### HOW TO COMPLETE THIS TASK
Reproduce each line from the records that holds "banner".
━━━━━━
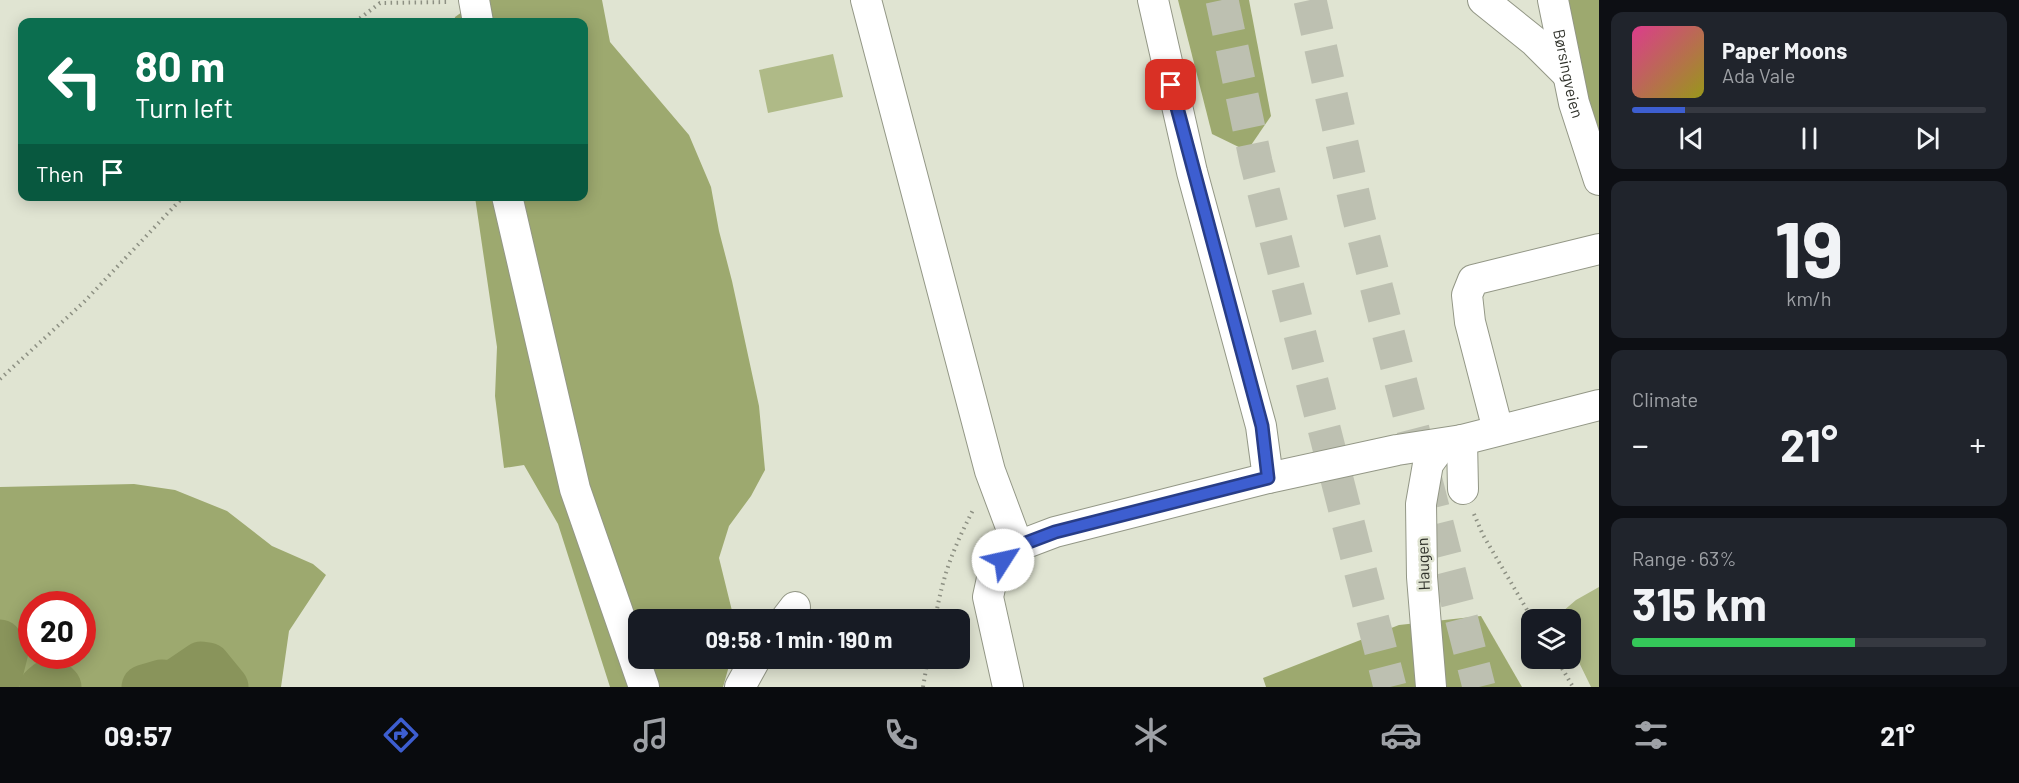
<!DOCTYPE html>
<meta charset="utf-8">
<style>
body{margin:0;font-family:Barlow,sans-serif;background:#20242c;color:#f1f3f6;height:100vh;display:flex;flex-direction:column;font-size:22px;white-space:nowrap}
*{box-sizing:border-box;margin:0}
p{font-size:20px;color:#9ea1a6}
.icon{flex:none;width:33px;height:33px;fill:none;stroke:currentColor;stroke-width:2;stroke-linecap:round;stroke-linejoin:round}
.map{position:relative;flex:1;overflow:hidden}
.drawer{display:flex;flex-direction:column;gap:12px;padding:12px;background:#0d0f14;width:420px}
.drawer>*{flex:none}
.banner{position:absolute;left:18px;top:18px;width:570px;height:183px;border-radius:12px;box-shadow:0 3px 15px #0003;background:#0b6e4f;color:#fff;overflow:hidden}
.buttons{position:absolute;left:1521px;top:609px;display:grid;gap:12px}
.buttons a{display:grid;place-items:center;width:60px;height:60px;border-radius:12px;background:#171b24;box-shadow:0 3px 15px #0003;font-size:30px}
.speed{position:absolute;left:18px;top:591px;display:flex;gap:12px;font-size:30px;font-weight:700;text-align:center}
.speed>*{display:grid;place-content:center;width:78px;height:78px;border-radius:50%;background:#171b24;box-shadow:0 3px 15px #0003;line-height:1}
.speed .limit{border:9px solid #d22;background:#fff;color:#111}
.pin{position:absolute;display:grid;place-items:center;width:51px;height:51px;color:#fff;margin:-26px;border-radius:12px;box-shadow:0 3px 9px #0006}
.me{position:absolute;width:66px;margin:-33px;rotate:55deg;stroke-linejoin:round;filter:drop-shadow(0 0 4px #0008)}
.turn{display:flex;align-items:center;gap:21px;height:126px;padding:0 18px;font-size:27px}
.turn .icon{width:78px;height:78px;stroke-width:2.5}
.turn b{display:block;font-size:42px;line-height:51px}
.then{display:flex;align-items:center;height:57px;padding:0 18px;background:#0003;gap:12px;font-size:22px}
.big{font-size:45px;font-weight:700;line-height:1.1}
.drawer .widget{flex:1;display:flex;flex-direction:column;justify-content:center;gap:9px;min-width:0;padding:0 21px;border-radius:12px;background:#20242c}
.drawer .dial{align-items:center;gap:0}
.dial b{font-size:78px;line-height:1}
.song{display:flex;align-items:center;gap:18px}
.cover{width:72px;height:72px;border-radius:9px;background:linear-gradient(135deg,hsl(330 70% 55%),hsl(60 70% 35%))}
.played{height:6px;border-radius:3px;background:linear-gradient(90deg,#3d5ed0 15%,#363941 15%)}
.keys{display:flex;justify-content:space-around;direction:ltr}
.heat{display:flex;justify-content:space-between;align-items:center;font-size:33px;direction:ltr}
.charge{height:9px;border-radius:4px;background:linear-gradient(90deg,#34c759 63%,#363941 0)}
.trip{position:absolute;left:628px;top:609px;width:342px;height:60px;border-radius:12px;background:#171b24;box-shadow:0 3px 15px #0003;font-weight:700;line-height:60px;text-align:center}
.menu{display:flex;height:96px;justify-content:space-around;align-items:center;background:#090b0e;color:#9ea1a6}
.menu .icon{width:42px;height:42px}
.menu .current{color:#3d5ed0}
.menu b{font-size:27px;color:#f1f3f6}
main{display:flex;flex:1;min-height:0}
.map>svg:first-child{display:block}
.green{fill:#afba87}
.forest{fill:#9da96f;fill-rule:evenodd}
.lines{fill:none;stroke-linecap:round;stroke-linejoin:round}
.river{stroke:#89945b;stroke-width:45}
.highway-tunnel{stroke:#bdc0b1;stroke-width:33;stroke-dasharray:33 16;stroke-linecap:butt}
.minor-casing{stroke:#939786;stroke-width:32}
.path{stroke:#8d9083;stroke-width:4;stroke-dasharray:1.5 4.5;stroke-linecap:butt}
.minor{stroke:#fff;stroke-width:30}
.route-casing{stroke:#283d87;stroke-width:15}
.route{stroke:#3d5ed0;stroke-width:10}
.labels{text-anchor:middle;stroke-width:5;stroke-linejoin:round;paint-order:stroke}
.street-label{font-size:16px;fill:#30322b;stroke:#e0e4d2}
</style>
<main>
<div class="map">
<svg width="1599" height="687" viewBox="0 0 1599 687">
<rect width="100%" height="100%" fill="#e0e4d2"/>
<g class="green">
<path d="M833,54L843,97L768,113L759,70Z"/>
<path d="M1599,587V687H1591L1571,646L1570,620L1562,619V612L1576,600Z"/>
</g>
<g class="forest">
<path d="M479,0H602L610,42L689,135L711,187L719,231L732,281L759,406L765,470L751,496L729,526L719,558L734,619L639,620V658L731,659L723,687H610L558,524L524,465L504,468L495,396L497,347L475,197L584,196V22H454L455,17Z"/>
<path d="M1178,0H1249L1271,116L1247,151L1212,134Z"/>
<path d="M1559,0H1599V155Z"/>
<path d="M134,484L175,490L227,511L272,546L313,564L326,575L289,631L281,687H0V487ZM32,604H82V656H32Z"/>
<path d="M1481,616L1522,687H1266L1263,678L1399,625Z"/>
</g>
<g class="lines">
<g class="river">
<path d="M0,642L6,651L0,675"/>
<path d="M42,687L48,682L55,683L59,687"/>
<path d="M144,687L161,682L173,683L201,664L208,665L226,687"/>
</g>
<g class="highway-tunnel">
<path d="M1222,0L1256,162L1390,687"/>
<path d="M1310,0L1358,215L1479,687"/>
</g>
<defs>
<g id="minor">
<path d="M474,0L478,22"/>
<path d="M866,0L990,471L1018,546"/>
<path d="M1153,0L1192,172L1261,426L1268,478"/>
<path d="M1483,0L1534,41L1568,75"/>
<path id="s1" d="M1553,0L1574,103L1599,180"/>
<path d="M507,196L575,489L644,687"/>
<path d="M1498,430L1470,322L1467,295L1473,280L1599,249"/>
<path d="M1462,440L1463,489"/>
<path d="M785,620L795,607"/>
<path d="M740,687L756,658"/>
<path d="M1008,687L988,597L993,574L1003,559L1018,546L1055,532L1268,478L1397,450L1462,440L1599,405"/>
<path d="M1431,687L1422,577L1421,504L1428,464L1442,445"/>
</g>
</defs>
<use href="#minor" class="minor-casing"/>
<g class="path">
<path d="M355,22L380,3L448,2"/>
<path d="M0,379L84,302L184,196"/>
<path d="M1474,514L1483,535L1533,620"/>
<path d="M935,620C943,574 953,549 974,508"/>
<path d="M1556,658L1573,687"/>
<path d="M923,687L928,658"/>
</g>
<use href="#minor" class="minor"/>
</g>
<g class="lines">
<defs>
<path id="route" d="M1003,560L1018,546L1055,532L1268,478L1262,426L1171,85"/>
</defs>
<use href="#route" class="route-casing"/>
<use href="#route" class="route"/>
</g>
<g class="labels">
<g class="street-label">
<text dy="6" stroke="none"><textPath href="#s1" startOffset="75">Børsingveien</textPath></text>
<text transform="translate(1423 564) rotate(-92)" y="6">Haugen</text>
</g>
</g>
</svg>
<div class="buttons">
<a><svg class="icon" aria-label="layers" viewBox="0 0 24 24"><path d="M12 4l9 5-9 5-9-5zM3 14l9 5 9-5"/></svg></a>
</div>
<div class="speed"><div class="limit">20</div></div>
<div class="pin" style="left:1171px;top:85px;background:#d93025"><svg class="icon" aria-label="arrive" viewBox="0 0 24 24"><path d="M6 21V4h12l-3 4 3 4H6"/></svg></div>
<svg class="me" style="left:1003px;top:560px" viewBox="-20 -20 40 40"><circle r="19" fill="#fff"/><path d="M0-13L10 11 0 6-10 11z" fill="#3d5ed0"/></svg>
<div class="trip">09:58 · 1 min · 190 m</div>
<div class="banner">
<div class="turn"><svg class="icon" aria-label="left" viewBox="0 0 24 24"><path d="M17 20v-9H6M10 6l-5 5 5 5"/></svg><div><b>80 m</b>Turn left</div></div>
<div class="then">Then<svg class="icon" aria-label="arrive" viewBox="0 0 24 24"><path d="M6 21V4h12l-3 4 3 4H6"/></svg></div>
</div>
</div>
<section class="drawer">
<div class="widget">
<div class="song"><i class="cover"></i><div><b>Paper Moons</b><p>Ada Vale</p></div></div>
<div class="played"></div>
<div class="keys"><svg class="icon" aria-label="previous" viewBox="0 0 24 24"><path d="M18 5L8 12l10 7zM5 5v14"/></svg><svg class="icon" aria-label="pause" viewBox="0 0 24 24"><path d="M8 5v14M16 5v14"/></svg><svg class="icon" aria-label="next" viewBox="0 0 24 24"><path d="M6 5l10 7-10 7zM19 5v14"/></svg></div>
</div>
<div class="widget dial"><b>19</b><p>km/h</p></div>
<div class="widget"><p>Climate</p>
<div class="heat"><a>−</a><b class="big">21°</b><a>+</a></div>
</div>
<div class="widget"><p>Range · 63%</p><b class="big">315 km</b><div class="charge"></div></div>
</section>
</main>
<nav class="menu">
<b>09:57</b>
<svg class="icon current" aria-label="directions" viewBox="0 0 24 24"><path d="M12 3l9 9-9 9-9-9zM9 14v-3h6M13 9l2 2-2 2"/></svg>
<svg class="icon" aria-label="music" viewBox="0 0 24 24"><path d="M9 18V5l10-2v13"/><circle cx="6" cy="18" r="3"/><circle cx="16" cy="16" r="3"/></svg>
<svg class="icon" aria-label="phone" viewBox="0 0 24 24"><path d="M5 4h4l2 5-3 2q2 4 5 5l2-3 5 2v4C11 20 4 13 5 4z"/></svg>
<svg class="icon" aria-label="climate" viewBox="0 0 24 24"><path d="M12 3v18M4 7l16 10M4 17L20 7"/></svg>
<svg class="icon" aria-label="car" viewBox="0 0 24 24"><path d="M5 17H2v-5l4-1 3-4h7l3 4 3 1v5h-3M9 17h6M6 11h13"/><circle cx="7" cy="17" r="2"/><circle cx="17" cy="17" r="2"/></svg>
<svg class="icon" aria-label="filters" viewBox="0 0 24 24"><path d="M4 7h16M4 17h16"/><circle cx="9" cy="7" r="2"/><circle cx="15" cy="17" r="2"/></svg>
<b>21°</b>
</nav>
━━━━━━
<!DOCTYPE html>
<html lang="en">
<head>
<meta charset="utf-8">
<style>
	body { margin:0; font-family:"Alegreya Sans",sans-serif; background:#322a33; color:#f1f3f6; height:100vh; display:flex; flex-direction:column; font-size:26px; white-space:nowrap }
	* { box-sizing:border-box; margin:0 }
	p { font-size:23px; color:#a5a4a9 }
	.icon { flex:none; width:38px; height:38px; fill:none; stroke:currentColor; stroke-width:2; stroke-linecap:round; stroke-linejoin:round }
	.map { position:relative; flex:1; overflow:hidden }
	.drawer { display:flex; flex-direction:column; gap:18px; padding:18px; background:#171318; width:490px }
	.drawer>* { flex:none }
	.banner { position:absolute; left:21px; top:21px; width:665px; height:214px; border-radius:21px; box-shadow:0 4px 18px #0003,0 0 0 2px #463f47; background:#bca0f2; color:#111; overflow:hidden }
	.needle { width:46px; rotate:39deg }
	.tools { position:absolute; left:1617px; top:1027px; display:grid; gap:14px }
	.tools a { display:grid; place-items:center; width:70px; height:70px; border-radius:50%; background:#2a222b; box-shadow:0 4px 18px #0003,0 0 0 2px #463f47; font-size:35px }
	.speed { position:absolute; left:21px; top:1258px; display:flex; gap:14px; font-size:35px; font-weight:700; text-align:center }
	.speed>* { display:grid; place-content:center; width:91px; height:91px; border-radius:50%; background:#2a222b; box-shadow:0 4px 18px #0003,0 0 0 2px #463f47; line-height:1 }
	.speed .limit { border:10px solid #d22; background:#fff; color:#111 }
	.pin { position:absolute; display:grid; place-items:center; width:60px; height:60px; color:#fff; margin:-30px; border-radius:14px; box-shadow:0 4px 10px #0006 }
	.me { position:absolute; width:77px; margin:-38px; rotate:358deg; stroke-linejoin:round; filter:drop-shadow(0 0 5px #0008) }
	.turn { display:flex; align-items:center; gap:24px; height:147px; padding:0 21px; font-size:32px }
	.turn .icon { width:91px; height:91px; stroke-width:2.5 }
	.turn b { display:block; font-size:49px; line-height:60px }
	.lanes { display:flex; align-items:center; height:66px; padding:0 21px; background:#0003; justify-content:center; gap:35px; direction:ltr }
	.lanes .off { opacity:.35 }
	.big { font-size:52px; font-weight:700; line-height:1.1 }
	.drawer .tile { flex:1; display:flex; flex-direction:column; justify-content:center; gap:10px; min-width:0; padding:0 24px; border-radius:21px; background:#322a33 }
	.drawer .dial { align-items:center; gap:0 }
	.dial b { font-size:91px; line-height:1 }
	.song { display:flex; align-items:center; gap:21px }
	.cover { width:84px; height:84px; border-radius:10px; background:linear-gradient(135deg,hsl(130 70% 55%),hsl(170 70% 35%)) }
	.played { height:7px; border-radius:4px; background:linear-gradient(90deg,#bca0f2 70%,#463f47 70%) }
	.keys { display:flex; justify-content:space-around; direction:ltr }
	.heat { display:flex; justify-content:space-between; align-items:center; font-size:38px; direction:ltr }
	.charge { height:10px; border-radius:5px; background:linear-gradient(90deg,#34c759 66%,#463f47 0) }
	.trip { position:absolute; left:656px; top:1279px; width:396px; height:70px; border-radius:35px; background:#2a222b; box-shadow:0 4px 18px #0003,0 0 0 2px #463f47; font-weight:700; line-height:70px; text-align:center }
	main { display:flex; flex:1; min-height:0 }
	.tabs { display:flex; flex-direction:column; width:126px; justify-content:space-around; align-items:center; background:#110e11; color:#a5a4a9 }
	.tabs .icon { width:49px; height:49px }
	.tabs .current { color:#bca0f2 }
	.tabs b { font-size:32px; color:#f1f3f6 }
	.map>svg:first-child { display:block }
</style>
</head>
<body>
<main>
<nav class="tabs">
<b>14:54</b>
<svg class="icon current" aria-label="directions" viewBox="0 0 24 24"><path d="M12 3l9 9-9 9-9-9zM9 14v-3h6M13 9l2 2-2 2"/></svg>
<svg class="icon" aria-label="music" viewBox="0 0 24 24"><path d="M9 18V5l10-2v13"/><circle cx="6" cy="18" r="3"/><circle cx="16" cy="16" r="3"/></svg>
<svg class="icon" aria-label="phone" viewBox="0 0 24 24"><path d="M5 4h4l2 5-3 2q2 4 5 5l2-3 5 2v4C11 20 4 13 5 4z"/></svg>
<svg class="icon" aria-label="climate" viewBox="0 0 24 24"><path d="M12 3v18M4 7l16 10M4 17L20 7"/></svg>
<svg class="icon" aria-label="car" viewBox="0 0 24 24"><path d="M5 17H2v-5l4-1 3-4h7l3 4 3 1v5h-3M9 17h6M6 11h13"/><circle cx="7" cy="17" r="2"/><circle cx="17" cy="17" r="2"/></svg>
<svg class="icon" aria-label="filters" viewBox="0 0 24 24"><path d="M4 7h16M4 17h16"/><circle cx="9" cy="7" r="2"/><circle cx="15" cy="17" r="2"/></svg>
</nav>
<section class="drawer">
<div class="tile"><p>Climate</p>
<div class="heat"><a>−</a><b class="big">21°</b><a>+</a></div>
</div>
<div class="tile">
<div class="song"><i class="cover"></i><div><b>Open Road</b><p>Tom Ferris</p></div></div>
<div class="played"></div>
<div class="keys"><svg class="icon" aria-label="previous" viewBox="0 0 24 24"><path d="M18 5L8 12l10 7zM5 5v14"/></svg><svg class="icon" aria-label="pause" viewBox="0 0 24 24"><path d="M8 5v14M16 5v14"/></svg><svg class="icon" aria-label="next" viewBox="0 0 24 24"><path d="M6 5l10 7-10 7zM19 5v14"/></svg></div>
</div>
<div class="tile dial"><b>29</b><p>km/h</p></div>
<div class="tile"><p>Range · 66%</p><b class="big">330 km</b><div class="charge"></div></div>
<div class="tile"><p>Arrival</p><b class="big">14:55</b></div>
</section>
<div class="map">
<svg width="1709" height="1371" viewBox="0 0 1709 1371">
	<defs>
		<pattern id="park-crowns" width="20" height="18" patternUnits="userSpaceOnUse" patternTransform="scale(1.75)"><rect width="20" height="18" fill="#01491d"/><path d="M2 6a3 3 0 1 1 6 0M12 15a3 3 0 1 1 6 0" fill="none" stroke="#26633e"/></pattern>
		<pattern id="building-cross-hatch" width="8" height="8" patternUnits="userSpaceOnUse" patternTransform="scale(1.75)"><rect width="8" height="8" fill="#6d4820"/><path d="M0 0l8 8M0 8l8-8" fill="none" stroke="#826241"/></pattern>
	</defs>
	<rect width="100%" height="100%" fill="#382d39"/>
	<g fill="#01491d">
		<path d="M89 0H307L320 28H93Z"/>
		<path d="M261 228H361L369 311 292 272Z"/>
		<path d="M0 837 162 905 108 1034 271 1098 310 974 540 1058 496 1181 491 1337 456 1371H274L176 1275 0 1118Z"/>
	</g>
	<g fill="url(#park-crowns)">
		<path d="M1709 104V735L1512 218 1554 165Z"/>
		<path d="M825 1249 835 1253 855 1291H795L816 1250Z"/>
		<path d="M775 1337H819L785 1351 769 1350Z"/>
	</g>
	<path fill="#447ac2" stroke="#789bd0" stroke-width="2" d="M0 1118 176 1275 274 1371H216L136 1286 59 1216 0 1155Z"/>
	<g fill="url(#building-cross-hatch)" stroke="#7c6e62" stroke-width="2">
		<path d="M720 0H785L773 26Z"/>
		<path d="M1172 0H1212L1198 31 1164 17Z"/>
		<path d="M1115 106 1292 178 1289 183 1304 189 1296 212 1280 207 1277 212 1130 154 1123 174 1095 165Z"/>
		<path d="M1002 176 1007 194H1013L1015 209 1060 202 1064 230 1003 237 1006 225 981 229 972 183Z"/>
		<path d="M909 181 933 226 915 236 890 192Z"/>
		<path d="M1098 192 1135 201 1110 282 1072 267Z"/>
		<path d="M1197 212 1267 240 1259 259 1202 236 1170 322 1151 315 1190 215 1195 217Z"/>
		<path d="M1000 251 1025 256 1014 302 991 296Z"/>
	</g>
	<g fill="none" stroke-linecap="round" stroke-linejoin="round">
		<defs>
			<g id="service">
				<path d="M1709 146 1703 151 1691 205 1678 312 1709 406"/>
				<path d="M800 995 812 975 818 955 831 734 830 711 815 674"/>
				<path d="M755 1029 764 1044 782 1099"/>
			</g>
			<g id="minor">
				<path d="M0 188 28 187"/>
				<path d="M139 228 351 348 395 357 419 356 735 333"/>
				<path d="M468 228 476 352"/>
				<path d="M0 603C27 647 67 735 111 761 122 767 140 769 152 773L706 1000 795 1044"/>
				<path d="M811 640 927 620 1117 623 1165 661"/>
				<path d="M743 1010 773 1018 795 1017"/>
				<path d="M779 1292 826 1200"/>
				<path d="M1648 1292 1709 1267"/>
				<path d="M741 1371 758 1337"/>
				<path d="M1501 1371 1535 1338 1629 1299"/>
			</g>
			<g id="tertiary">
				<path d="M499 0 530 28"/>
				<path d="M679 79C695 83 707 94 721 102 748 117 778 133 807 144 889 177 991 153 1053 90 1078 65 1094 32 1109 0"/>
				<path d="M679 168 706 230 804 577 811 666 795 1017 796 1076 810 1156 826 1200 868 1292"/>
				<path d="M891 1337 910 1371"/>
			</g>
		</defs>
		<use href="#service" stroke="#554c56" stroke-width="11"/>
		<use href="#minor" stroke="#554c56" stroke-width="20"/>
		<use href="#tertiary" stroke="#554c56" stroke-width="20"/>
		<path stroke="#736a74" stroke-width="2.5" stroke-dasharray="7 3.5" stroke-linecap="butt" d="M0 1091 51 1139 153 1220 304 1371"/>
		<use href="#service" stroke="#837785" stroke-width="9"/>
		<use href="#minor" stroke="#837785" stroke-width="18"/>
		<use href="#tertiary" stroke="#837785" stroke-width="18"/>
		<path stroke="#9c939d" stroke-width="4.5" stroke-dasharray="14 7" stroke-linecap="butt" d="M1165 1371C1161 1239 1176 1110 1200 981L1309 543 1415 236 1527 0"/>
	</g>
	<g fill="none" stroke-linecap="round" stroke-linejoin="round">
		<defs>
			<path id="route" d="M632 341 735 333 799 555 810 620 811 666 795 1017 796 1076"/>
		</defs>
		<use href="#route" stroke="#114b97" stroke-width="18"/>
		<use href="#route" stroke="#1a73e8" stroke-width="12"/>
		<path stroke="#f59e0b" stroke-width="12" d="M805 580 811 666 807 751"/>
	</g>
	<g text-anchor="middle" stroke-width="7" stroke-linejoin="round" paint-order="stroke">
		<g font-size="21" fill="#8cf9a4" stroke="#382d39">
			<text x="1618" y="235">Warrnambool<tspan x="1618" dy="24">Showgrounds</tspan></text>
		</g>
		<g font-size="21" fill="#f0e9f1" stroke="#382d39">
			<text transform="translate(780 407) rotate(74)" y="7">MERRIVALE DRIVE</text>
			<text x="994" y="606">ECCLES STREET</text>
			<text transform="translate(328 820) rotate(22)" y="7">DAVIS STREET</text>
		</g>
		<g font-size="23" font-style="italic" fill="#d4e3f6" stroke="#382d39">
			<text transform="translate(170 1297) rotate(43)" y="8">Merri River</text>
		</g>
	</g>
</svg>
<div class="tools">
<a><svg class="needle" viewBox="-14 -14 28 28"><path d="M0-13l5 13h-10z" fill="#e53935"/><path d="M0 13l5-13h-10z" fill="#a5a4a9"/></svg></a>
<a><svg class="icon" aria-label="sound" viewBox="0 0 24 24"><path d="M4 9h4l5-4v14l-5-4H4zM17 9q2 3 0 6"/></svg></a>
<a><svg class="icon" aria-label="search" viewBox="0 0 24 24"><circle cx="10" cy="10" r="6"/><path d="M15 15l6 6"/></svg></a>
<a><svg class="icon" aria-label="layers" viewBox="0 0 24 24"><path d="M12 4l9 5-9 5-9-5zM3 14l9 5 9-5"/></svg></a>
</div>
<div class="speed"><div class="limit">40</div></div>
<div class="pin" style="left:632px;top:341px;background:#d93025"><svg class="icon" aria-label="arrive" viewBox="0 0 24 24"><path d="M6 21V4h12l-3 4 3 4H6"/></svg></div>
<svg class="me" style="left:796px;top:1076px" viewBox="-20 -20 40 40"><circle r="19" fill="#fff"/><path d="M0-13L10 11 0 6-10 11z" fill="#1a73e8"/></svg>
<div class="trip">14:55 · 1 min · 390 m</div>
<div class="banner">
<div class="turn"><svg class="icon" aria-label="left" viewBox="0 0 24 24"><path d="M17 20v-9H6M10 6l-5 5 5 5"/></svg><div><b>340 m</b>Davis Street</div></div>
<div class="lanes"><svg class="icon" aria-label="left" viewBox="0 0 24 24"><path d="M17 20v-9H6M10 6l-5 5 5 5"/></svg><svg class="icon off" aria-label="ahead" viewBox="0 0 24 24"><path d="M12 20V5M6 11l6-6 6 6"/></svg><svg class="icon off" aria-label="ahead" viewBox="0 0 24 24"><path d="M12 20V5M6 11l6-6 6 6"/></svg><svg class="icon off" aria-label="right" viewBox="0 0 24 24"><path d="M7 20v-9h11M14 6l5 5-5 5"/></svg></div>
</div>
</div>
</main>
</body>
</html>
━━━━━━
### WRITTEN RESPONSE
.banner{position:absolute;left:18px;top:18px;width:570px;height:183px;border-radius:12px;box-shadow:0 3px 15px #0003;background:#0b6e4f;color:#fff;overflow:hidden}
<div class="banner">
	.banner { position:absolute; left:21px; top:21px; width:665px; height:214px; border-radius:21px; box-shadow:0 4px 18px #0003,0 0 0 2px #463f47; background:#bca0f2; color:#111; overflow:hidden }
<div class="banner">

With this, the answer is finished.